The only scare tactics here are Cory’s ridiculous overreach in referencing McCarthyism (it’s exactly this sort of thing that helps content companies sell things like the DMCA to Congress and the wider public. It just helps prove the RIAA’s case that those wanting to find a more reasonable solution to the copyright issue are fanatics).

You can read the full text of the RIAA advisory here on Cory’s site.
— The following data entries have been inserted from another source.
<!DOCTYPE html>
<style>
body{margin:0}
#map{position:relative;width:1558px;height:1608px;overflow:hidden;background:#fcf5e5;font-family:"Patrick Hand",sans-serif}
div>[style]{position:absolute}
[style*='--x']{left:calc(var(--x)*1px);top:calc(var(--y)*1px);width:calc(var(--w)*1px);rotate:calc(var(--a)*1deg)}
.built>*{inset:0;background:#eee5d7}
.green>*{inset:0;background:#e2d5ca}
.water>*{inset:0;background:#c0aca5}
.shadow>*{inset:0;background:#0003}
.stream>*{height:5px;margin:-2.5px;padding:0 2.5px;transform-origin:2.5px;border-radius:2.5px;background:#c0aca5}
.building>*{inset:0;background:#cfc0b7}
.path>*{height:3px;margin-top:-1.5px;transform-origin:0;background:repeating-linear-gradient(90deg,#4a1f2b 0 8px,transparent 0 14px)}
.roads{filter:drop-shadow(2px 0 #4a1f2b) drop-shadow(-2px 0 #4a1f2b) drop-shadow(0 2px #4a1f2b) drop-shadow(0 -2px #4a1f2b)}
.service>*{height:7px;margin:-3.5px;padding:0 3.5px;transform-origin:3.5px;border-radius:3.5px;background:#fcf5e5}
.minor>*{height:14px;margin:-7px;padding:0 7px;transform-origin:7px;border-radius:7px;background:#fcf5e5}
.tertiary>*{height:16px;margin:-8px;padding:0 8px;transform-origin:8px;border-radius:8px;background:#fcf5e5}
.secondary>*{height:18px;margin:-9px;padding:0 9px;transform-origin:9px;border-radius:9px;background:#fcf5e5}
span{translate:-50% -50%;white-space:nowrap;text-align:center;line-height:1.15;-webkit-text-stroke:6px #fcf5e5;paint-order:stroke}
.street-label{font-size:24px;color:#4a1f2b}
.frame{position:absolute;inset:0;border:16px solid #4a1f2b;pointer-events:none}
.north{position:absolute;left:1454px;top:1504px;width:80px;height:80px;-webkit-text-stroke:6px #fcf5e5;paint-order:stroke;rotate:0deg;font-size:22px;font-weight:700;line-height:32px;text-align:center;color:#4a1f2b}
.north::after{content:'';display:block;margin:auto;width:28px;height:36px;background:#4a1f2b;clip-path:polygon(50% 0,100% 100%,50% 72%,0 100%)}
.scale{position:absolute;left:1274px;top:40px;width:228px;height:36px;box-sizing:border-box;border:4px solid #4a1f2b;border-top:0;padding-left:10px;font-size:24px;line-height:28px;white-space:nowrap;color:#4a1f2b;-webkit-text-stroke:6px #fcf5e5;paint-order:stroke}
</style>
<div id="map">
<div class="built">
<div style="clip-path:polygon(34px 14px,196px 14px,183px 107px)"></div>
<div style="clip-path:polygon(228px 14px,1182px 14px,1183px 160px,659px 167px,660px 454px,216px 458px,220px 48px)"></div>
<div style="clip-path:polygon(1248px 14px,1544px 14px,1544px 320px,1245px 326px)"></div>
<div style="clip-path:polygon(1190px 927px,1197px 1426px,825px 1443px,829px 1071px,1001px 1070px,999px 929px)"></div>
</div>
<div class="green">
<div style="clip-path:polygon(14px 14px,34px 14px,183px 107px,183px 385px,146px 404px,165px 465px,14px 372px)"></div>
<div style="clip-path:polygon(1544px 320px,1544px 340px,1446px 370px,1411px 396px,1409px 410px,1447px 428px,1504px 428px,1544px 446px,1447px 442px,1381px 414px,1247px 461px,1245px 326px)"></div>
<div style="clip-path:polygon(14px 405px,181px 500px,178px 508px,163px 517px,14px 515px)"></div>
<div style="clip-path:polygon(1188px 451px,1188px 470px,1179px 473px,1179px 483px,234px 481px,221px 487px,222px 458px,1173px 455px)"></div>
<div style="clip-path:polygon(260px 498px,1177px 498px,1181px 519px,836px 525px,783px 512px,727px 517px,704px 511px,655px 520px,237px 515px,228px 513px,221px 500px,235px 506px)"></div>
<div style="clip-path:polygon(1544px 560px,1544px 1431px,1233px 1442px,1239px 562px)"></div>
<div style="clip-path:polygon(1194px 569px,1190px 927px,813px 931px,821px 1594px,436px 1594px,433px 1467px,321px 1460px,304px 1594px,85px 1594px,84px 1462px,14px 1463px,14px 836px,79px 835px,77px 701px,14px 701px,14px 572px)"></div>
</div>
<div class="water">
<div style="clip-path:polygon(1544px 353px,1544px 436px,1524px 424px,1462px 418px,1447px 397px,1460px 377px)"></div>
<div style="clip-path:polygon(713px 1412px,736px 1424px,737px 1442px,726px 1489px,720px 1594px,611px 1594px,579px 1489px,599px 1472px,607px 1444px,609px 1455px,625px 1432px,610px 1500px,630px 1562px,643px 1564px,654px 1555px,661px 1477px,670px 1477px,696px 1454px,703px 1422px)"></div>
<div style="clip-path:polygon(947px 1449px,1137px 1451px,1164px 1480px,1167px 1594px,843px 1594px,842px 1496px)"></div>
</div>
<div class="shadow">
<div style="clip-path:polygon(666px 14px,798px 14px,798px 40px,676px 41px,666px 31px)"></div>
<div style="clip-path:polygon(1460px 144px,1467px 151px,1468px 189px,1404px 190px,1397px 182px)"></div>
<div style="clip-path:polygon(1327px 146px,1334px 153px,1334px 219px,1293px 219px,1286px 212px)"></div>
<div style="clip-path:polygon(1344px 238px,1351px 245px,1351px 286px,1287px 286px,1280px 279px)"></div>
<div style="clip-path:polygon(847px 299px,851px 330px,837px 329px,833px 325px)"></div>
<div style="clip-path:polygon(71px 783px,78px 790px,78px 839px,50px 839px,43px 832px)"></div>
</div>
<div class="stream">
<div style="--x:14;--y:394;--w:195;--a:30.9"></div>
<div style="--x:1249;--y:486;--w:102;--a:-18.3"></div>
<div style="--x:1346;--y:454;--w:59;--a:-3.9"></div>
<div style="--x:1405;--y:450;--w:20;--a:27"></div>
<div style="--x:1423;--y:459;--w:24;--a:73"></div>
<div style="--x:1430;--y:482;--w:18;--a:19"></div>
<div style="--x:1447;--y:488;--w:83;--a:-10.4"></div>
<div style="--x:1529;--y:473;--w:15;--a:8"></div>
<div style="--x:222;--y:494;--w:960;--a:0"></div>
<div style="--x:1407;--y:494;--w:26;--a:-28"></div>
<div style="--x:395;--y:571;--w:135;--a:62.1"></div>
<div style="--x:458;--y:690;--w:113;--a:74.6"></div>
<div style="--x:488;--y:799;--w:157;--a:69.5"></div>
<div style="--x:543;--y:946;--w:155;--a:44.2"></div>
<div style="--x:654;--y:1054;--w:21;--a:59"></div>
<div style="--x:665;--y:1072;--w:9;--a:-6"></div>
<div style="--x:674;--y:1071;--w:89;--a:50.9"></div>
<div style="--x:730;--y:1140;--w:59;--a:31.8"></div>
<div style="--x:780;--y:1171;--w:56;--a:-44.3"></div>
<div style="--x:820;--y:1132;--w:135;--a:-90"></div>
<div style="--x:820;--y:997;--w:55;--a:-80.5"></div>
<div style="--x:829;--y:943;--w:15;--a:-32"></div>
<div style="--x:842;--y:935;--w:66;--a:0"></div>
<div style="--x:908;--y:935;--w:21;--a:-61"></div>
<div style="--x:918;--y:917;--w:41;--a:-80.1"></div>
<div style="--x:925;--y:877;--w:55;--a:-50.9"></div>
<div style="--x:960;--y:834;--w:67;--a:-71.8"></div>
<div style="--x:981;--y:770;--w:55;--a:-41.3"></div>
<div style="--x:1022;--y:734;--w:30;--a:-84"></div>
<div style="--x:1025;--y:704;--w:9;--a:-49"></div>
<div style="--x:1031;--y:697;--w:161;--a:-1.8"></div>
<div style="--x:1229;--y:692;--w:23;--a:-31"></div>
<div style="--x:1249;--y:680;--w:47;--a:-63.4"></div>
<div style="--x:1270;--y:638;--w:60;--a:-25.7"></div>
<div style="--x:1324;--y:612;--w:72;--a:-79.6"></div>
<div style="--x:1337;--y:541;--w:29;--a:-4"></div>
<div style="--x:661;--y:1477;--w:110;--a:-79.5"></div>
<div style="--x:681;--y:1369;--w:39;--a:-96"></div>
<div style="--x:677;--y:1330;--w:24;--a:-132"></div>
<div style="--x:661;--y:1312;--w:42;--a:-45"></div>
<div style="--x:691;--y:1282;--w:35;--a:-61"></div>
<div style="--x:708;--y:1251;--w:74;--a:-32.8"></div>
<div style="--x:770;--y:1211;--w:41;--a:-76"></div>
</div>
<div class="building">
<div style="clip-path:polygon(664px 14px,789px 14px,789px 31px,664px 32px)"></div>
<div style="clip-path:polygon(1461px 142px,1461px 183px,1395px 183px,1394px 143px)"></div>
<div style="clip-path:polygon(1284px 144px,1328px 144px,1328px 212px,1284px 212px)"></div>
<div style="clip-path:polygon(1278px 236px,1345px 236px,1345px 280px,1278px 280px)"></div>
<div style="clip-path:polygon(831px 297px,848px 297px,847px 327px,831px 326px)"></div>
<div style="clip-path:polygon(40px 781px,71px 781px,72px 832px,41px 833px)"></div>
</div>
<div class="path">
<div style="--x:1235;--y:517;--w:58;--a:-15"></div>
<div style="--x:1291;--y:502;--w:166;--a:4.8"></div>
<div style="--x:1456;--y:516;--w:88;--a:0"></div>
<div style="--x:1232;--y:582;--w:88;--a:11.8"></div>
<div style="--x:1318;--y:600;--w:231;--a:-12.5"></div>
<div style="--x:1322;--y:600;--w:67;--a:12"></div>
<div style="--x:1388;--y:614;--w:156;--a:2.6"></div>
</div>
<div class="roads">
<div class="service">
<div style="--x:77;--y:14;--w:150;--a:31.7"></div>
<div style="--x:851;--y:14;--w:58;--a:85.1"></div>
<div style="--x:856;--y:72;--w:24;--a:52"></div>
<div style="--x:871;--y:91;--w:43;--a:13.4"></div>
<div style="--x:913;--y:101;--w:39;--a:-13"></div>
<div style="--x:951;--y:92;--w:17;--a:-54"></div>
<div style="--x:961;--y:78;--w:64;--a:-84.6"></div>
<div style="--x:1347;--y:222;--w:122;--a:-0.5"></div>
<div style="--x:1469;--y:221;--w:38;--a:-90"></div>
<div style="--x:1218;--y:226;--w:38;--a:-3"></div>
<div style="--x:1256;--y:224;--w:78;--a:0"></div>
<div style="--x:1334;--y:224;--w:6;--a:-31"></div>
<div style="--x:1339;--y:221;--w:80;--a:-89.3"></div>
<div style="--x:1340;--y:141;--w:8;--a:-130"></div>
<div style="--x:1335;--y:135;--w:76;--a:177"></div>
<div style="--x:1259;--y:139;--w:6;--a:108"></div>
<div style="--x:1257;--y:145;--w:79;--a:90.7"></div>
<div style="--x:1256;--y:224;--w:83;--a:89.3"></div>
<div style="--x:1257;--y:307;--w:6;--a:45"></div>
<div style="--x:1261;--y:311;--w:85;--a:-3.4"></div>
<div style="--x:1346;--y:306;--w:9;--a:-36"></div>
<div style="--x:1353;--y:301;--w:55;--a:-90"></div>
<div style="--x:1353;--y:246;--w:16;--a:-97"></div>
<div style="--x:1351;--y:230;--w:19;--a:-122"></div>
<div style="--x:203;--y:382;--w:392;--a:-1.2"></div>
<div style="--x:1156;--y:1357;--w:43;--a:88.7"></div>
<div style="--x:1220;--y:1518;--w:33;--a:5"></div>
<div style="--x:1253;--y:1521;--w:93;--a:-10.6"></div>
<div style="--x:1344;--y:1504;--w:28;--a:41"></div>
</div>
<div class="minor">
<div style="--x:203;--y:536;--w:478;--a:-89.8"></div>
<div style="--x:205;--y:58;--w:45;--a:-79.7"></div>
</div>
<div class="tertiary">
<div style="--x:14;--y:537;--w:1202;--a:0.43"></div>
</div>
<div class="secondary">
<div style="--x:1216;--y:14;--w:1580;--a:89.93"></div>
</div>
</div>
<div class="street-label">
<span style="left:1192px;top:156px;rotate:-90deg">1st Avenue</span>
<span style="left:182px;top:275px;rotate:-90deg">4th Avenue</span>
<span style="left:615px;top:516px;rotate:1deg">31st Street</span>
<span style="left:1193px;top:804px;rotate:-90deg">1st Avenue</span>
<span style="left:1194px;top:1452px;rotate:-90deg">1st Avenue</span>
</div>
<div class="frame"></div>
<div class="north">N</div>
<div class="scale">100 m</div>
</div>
What Happened to the Fair Use Religion?

Boing! Boing! is the best weblog, period, as far as I’m concerned, but it’s amusing sometimes to watch the contradictions that show up there occasionally. For example, there was Cory Doctorow who usually runs around extolling the virtues of people producing their own media outside of the staid and boring medica corporations, but who constantly referred to Mel Gibson’s Jesus flick as Gibson’s “vanity project.” Post a novel that couldn’t get sold and that nobody’s going to read on your web site and Cory will link to it in a second — make a movie that everyone derided as a career killer and a joke and watch it become one of the biggest movies ever, and it’s a dumb “vanity project.”

Or look at this post by Xeni Jardin,

Indeed. When I first ran accross the site a month or two ago, I was surprised to see they were (without permission) posting excerpts from an article about Hustler publisher Larry Flynt that I wrote for Wired News. Seeing your work snipped out of context to promote a political agenda you’re not part of is almost as disturbing as… um… a talking, evangelical sock puppet that wants your porn.

“Without permission”??? What happened to the Holy Church of Fair Use and Mandatory Licensing at Boing! Boing!?